Understanding Vertical Fracture Growth in the Marcellus Shale using Advanced Microseismic Methods
ESG acquired, processed and analyzed microseismic data for a hydraulic fracture stimulation in the Marcellus Shale. Advanced analysis was performed to evaluate the disparity in vertical growth behaviour between stages. Using Seismic Moment Tensor Inversion, ESG found that stages exhibiting vertical fracture growth appeared to activate moderately dipping joint sets and could be related to stress-induced by a buckling anticline.
The Marcellus Shale is found in the northern Appalachian basin of North America and spans across a number of US states including New York, Pennsylvania, West Virginia and Ohio, covering an estimated 95,000 square miles. The shale can be found at depths ranging from 4,000-8,500 ft and averages in thickness from 50-200 ft. Due to its size and close proximity to natural gas markets in the Northeastern USA, the Marcellus is a very attractive formation for unconventional oil and gas producers.
As a naturally fractured shale, the Marcellus incorporates two regional joint sets (J1 and J2) as observed in outcrops, cores and borehole images (Fig 1). In general, the layered sedimentary nature of shale seems to restrict vertical fracture growth in these formations, however, the natural fracture networks within the Marcellus shall introduce complexity in the geology and many operators use microseismic monitoring to better understand this complex fracture growth behaviour.
During a multi-well horizontal hydraulic fracture stimulation in the Marcellus shale, varying fracture growth behaviour was observed in two wells on the same pad. Figures 2 and 3 illustrate a cross-sectional view of microseismic events for a total of 4 stages on two wells (Well A and B, respectively), where the red and grey surfaces represent the top and bottom of the Marcellus shale. A greater understanding of local geology and fracture behaviour is a key element to optimizing hydraulic fracture stimulations, therefore ESG performed advanced microseismic analysis to investigate why fractures migrated vertically in Well A but were contained in Well B.
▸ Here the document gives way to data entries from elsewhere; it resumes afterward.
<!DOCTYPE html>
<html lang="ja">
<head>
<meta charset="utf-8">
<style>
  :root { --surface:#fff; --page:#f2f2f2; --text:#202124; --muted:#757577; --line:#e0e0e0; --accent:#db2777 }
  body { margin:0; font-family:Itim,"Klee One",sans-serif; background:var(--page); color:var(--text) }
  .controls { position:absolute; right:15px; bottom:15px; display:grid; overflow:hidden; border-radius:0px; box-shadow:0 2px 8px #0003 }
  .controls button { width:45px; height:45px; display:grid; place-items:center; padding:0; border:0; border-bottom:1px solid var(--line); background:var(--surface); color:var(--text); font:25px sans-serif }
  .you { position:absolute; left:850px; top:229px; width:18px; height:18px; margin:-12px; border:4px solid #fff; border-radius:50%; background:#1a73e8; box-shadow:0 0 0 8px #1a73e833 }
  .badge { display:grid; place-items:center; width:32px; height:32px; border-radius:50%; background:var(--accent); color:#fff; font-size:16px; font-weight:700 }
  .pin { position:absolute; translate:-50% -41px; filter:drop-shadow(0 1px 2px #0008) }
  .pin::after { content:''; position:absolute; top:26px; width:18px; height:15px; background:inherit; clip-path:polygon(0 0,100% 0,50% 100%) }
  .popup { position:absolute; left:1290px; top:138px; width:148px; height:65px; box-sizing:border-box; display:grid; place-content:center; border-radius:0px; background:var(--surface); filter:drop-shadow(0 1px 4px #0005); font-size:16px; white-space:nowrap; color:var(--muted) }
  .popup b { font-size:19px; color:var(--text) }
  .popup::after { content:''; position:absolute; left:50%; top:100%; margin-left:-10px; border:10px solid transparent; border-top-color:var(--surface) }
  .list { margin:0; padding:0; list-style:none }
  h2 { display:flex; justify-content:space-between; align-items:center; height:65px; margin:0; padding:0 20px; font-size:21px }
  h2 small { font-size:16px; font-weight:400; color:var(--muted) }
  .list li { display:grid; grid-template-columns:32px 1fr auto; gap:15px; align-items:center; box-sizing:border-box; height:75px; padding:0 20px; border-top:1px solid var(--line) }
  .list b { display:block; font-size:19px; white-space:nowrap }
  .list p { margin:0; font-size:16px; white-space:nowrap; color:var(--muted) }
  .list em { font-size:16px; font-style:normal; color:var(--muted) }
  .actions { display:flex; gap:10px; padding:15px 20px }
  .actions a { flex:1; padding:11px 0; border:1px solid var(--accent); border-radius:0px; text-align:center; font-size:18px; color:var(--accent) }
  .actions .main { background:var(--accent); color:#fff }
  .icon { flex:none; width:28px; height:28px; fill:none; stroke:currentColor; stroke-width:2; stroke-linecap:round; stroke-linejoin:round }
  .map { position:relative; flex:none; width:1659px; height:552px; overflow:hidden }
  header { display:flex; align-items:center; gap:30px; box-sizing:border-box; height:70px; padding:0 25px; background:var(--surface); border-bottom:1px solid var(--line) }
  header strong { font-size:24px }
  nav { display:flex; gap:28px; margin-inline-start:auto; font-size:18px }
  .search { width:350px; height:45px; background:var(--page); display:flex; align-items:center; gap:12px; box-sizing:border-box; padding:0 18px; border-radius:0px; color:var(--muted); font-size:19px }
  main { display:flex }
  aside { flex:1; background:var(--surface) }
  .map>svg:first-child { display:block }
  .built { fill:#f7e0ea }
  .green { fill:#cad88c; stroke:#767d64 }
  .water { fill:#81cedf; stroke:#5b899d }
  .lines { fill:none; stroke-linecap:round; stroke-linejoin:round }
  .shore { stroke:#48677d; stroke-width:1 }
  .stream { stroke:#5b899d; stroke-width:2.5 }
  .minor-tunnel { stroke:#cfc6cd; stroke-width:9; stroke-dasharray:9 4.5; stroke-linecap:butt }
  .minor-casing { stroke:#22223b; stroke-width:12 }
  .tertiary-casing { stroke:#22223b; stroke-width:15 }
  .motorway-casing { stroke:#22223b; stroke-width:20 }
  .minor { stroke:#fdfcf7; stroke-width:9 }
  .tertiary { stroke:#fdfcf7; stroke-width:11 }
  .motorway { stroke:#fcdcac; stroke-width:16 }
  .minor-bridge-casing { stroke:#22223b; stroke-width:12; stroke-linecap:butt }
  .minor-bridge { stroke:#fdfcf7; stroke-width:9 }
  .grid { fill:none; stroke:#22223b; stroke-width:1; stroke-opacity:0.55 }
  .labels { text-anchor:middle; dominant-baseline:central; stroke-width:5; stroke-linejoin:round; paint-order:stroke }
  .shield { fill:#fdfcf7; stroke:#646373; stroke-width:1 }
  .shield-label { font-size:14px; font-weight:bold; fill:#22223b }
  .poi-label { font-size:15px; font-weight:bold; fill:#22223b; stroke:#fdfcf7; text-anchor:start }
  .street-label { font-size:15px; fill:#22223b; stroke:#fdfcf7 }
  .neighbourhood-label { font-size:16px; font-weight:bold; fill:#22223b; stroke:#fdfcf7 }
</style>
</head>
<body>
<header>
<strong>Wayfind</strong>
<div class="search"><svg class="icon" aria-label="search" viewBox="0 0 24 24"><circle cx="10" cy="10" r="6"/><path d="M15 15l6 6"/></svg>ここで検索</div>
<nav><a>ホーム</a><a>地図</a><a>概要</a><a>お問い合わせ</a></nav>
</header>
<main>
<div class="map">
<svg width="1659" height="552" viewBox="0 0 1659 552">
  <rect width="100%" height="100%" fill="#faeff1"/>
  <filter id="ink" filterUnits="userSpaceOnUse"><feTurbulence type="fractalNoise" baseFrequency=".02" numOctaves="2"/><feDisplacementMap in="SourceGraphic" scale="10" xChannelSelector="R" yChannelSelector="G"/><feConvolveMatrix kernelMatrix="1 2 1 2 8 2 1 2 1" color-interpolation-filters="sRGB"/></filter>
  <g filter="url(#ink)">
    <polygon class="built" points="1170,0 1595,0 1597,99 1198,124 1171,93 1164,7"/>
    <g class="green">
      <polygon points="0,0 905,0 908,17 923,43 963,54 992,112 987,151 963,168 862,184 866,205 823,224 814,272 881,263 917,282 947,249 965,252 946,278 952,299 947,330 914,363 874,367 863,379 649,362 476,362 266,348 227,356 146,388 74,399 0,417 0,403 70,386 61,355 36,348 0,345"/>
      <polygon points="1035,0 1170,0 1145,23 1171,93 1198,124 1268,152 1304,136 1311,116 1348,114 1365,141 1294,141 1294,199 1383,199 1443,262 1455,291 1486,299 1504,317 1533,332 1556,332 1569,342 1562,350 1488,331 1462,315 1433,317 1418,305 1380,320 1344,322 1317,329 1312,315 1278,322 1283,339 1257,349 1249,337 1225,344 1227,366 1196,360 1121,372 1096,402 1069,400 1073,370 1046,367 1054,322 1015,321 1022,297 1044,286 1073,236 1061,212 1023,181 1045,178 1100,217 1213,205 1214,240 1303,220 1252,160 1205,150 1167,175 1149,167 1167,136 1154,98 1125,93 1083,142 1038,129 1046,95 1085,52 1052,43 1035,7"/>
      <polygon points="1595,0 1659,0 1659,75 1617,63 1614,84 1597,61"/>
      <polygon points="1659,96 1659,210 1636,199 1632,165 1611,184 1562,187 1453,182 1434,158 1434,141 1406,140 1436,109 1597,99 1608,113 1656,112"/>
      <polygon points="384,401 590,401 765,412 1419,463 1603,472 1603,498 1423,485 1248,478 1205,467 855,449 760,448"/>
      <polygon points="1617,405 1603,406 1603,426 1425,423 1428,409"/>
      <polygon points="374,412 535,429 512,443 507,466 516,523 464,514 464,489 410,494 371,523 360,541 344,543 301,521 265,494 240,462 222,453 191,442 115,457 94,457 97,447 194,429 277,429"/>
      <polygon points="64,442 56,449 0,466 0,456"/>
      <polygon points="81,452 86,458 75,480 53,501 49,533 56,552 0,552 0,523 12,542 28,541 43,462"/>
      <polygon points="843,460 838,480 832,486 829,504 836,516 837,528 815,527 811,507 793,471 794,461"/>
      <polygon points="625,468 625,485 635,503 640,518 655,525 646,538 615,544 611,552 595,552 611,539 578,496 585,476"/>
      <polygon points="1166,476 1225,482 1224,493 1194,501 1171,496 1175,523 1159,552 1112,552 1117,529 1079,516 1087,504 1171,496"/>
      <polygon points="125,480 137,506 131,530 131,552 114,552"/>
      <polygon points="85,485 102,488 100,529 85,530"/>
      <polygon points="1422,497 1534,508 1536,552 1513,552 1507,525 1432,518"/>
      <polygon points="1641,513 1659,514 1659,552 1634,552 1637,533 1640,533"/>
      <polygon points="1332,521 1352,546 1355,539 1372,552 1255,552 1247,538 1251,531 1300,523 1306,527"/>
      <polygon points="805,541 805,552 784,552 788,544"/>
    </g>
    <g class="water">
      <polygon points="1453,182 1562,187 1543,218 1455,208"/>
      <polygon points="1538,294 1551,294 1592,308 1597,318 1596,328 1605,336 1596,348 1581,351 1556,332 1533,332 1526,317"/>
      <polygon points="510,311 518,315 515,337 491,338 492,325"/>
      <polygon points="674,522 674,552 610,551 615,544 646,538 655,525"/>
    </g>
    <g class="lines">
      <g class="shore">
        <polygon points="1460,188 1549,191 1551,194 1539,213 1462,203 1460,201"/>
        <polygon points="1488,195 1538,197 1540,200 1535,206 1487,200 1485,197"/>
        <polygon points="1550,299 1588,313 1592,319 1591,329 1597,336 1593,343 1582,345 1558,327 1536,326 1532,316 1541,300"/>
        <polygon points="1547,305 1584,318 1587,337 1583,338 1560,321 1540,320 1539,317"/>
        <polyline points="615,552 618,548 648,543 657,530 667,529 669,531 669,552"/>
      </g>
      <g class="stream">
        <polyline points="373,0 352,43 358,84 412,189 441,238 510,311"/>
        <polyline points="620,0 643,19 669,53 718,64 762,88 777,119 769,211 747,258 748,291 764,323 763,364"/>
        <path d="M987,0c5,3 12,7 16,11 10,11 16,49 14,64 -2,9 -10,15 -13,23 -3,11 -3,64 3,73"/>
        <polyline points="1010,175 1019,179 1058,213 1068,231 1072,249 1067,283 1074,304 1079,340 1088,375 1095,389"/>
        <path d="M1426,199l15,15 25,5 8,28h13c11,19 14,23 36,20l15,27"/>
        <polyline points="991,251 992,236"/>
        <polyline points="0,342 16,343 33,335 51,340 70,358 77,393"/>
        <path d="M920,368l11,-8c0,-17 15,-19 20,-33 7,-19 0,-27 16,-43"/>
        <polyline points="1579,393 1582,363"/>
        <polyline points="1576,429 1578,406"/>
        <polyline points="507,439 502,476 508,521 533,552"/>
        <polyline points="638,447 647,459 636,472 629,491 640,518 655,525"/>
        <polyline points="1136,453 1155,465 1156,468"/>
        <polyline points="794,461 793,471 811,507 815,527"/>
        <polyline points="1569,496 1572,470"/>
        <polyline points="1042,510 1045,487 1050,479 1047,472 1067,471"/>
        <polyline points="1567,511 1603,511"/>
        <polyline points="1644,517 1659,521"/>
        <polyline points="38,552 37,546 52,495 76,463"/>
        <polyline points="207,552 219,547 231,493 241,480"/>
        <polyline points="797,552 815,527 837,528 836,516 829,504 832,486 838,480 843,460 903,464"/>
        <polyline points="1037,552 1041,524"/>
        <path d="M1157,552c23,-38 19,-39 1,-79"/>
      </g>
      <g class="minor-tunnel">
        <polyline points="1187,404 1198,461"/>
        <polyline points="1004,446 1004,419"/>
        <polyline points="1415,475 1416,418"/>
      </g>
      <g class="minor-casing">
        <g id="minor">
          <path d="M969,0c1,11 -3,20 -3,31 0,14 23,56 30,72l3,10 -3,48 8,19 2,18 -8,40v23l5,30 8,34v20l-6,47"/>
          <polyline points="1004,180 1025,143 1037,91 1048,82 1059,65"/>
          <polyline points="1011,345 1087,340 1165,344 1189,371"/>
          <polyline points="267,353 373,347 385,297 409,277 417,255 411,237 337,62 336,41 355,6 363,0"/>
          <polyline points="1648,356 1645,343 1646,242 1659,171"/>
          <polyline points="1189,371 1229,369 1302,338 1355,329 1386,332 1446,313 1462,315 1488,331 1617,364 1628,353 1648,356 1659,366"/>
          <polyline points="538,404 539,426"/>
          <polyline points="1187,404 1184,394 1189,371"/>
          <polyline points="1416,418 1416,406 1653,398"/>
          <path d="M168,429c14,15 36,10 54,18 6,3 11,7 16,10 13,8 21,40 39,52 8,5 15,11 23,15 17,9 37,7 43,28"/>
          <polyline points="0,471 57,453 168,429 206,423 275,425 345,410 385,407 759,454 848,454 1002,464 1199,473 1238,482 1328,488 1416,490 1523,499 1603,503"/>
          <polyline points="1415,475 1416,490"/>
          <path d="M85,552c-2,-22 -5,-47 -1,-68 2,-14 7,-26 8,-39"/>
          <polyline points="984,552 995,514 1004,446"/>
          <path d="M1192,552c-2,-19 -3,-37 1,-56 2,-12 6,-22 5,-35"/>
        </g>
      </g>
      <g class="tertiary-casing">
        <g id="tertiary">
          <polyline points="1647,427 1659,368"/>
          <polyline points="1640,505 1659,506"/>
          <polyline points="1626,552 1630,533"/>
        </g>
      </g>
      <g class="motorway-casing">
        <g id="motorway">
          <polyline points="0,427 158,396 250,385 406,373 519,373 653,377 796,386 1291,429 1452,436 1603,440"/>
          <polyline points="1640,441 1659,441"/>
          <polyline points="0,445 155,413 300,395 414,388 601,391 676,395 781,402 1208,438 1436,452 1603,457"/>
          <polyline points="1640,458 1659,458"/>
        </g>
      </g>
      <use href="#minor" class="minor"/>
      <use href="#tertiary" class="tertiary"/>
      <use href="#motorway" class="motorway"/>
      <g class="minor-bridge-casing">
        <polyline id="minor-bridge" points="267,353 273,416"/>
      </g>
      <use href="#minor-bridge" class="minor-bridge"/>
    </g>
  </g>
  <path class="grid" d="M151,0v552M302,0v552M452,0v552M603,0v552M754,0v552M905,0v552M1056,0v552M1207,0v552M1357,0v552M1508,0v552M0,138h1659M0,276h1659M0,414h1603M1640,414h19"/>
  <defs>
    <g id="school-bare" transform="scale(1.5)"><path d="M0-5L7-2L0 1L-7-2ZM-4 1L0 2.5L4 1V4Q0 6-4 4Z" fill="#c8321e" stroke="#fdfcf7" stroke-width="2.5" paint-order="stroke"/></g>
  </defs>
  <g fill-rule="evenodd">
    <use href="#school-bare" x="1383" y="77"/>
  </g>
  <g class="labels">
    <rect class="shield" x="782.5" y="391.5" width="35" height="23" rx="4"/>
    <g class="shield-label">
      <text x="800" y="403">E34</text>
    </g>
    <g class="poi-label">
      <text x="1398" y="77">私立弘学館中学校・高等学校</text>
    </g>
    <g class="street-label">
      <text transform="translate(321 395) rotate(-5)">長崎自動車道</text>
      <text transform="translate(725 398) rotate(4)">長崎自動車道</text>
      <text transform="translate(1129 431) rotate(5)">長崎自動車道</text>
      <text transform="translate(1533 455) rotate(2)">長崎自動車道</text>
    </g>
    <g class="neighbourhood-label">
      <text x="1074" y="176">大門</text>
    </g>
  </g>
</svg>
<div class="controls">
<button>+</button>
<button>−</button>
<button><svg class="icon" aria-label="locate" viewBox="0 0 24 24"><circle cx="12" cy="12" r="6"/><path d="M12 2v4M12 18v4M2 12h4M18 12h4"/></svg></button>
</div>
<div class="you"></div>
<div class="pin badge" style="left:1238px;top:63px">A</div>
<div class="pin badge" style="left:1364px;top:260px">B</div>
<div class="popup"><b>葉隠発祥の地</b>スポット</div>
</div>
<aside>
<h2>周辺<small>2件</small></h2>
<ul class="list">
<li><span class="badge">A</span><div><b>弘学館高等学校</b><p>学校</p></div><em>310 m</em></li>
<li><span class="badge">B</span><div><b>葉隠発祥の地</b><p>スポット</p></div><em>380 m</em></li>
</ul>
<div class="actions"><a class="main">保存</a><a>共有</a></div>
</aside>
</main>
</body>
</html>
Using patent-pending Seismic Moment Tensor Inversion (SMTI) methods, ESG developed discrete fracture networks (DFN) to describe fracture behaviour on both wells. SMTI analysis provides information about the failure mechanisms responsible for generating seismicity. Careful interpretation of these mechanisms can determine the style of failure as well as the fracture plane, allowing for the determination of the dominant fracture sets that a treatment is activating.
A stereographic projection is used in Figure 4 to describe the dominant fracture planes observed in stages 1 and 2 on both wells. The natural joint sets J1 and J2 are highlighted as green planes on the projections, while the dominant induced fracture families (F1 and F2) observed in the DFN are shown as white planes.
In Well A, the orientations of the fractures generated during the fracture stimulation closely match the natural joint sets J1 and J2, suggesting that natural fractures are activated by the treatment. In contrast, the fractures induced in Well B, which is located just on the other side of the same pad, exhibits a sub-horizontal fracture set, suggesting that fractures are controlled by natural bedding planes in the formation.
A comparison of the fracture plane orientations with the depth distribution of events reveals that greater vertical growth is associated with activation of natural joint sets than bedding planes. This evaluation implies the existence of a local control on the stress conditions (such as an anticline) promoting the jointed fracture network in Well A, whereas the natural preference is to activate bedding planes as in Well B.